Schedule III Drugs Are Classified as Moderately Dangerous
Schedule III drugs are classified as having moderate to low potential to be physically or psychologically addictive. These drugs have an abuse potential that is lower than Schedule II drugs. Schedule III drugs do have medical use in the U.S. and are available by prescription. They include drugs like Vicodin, anabolic steroids, testosterone, Tylenol with codeine, and ketamine.

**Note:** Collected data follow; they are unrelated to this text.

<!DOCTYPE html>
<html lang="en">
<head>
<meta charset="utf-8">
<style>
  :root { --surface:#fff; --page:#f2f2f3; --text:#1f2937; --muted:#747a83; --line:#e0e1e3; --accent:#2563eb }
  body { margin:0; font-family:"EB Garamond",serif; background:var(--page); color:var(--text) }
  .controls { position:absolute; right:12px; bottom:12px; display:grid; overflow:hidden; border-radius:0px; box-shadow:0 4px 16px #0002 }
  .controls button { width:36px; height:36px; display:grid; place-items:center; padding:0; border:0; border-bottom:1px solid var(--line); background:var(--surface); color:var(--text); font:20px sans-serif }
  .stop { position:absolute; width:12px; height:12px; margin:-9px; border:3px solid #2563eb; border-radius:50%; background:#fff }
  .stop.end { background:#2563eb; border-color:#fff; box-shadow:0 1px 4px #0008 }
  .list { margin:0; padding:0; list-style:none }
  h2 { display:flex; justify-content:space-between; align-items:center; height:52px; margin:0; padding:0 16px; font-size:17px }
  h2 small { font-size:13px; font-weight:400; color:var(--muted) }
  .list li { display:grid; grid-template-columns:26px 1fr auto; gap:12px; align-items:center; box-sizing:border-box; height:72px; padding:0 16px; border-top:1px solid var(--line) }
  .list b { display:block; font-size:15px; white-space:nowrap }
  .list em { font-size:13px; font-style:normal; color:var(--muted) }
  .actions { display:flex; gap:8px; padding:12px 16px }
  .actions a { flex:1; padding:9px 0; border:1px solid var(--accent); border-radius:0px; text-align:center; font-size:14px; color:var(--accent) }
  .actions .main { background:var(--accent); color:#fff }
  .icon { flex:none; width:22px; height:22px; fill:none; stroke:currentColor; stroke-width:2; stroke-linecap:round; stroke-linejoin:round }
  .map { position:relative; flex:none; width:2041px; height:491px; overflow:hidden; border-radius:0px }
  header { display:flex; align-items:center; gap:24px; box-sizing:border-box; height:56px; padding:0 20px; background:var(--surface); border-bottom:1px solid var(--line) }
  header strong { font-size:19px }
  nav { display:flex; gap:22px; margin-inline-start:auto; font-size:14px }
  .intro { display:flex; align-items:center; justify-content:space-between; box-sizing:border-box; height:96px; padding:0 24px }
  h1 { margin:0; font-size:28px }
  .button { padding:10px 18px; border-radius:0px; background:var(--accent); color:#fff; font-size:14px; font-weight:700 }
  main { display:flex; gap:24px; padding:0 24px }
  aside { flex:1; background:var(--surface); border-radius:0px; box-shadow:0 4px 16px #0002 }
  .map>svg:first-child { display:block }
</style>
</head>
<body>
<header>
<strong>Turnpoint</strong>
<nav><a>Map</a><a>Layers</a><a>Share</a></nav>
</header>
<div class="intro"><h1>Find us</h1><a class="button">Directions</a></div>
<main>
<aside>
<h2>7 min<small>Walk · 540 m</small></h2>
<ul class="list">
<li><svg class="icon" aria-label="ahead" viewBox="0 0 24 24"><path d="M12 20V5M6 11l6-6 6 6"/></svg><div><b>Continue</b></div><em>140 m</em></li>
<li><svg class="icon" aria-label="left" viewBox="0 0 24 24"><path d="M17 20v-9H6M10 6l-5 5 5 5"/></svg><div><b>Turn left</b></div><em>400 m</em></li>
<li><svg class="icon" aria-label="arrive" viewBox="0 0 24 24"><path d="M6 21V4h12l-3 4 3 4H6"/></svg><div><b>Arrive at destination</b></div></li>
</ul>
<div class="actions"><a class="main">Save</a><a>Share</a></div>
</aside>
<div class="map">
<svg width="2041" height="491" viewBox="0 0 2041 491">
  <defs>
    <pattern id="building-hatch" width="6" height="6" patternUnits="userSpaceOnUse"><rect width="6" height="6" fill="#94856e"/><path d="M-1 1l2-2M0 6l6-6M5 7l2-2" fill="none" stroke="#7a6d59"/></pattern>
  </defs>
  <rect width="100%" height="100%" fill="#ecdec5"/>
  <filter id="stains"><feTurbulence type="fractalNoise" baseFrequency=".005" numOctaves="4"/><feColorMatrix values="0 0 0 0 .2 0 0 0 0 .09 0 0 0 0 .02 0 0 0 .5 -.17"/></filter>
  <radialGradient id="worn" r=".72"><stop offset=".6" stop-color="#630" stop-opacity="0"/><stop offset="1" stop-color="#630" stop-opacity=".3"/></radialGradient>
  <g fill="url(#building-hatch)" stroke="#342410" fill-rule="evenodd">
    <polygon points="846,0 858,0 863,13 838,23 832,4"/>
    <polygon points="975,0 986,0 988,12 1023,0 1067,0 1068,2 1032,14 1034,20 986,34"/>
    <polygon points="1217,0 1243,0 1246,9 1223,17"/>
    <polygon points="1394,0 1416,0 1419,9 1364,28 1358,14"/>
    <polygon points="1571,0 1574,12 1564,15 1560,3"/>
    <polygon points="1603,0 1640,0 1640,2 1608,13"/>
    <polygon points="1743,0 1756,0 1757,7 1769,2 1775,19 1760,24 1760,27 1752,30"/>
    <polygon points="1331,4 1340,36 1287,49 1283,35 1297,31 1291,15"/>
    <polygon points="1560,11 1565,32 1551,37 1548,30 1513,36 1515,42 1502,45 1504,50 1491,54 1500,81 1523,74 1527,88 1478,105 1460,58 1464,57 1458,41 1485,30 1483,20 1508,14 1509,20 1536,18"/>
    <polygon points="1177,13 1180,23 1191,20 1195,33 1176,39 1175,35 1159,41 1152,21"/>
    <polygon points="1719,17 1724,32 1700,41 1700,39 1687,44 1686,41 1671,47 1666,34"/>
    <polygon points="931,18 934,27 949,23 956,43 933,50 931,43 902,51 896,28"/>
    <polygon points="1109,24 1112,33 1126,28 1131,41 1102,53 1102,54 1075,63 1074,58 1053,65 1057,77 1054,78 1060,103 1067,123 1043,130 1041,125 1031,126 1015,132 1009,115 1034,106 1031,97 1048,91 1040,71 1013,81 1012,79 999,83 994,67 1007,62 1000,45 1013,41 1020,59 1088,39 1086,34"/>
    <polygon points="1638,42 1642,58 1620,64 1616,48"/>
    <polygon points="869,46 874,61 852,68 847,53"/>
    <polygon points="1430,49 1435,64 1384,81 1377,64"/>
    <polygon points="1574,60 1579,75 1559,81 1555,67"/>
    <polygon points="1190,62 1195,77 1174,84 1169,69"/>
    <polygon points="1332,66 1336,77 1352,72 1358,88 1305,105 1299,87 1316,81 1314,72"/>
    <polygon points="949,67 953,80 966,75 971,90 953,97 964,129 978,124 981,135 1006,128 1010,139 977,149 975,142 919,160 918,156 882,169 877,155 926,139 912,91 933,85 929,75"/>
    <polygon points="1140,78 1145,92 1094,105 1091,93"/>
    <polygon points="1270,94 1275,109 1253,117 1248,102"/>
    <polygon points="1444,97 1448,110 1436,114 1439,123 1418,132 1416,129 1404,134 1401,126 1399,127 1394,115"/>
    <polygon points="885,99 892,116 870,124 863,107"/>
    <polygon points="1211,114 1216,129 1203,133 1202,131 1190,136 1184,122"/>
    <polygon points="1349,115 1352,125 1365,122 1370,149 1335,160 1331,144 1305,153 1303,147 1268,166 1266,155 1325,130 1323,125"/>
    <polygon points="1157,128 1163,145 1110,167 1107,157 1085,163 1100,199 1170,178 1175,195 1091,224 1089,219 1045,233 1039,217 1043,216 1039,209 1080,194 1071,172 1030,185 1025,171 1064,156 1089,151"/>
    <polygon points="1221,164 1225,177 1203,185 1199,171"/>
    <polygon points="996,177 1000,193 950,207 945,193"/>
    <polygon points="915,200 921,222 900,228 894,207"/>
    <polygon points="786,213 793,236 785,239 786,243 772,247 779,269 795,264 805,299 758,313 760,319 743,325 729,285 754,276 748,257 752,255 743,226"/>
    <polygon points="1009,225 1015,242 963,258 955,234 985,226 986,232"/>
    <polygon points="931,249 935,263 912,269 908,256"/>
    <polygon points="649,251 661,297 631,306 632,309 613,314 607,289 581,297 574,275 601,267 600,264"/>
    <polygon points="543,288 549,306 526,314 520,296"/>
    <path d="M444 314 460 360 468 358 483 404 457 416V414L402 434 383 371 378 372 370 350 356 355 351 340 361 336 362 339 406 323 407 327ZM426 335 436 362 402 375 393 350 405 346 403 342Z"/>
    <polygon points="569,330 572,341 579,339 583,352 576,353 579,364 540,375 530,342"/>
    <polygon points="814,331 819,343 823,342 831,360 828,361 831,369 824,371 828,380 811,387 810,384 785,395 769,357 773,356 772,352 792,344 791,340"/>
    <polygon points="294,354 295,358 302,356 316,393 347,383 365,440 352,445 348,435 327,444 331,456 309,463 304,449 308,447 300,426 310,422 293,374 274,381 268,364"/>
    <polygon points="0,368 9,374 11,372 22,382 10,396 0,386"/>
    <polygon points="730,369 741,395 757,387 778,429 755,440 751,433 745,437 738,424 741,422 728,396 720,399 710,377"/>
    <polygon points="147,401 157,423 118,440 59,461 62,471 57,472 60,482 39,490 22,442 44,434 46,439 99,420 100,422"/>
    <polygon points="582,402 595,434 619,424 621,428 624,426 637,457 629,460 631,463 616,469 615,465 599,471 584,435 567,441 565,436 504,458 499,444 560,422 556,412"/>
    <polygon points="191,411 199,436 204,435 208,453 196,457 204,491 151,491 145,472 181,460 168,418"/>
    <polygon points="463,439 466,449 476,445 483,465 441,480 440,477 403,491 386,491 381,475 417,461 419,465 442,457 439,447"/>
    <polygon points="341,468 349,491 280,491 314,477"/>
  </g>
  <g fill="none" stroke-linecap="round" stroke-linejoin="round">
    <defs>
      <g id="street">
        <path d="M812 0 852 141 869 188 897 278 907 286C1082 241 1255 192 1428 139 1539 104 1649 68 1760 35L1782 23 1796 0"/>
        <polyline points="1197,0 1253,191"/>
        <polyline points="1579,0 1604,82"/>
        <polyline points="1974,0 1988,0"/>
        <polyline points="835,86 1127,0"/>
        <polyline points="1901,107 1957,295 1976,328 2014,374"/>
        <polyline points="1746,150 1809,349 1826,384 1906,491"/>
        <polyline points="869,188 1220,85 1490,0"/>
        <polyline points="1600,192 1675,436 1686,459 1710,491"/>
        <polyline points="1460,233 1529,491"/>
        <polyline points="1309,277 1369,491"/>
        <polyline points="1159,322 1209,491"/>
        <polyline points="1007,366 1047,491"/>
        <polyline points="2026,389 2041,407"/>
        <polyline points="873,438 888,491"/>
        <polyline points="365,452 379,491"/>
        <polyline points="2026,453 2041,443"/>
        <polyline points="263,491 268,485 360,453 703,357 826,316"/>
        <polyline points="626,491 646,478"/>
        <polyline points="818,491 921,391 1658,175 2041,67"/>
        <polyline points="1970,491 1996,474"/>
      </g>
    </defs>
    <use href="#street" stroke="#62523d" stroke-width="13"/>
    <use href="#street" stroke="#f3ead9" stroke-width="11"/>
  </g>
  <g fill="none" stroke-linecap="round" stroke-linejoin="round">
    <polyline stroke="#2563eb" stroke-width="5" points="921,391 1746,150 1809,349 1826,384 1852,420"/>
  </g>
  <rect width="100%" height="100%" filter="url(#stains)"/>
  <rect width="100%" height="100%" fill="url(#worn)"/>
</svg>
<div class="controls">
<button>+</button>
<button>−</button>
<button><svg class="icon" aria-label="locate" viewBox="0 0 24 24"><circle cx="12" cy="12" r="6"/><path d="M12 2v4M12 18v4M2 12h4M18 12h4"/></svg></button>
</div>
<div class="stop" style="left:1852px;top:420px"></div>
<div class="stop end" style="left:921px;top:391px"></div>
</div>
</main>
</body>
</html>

Schedule IV Drugs Have a Lower Danger Level
Schedule IV drugs are classified as having low potential to be physically or psychologically addictive. These drugs have an abuse potential that is lower than Schedule III drugs. Schedule IV drugs are also available by prescription in the U.S. because they may be recommended for certain medical uses. They include Xanax, Soma, Valium, Darvocet, Ativan, Talwin, and Ambien.
In Pennsylvania, you have possession of a controlled substance when you own or possess it. If the controlled substance is available by prescription, and you are caught with the drug but without a valid prescription for it, you can be charged.
For you to be convicted of possessing a controlled substance, prosecutors must prove:
- You knowingly and intentionally had control of an illegal drug.
- You knew the drugs were illegal, you knew the drugs were present, and you intended to use or control them.
- You either had actual or constructive possession of a controlled substance. In other words, you had the drug on your person, such as in your pocket, or in a spot that you had control over, like the trunk of your car or hidden under your bed.
Is Selling or Intending to Sell A Schedule III or IV Drug a Felony?
If you are caught with a controlled substance in your possession, the courts in Pennsylvania can punish you harshly. But if you are arrested for selling, or intending to sell, those same drugs, the penalties you face will be even more severe.
If you are charged with selling or intending to sell a Schedule III drug, you risk being sentenced to as many as five years in prison and a fine of up to $15,000.
If you are charged with selling or intending to sell a Schedule IV drug, you risk up to three years in prison and a fine up to $10,000.
In Pennsylvania, the judge will use the specific circumstances of your case as part of the equation when he or she determines your sentence. You can receive heavier penalties based on factors such as drug amount, weapons involvement, prior convictions and whether you were arrested near a school.
What Pennsylvania Law Says About Drugs
Pennsylvania’s Controlled Substance, Drug, Device And Cosmetic Act prohibits knowingly or intentionally possessing drugs or fake drugs unless you have a prescription. Anyone in violation of this is charged with a misdemeanor. It also prohibits the manufacture, delivery, or possession with intent to deliver drugs unless you’re licensed to do so, and a violation is considered a felony. Pennsylvania also has mandatory minimum sentencing laws that will be enforced for violations.
Steps to Take if You Have Been Charged
If you have been charged with a drug offense, your first step should be to immediately hire a lawyer.
An experienced drug crime lawyer will have worked with the prosecutors handling your case many times before. They can draw on their relationships and understanding of the local court system to lessen or dismiss your charges.
Don’t talk to the police or prosecutors unless your attorney is with you. Contact a criminal lawyer from our law firm today.
Your lawyer will go over what happened both before and after your arrest. Importantly, he or she will assess whether there was probable cause to charge you with a crime. This includes determining if the drugs really belonged to you.
If you were arrested for a drug crime while you were in your car, a critical aspect of your case will be whether or not the police had probable cause to pull you over and do a search. If there was not probable cause, the evidence obtained by law enforcement can be suppressed.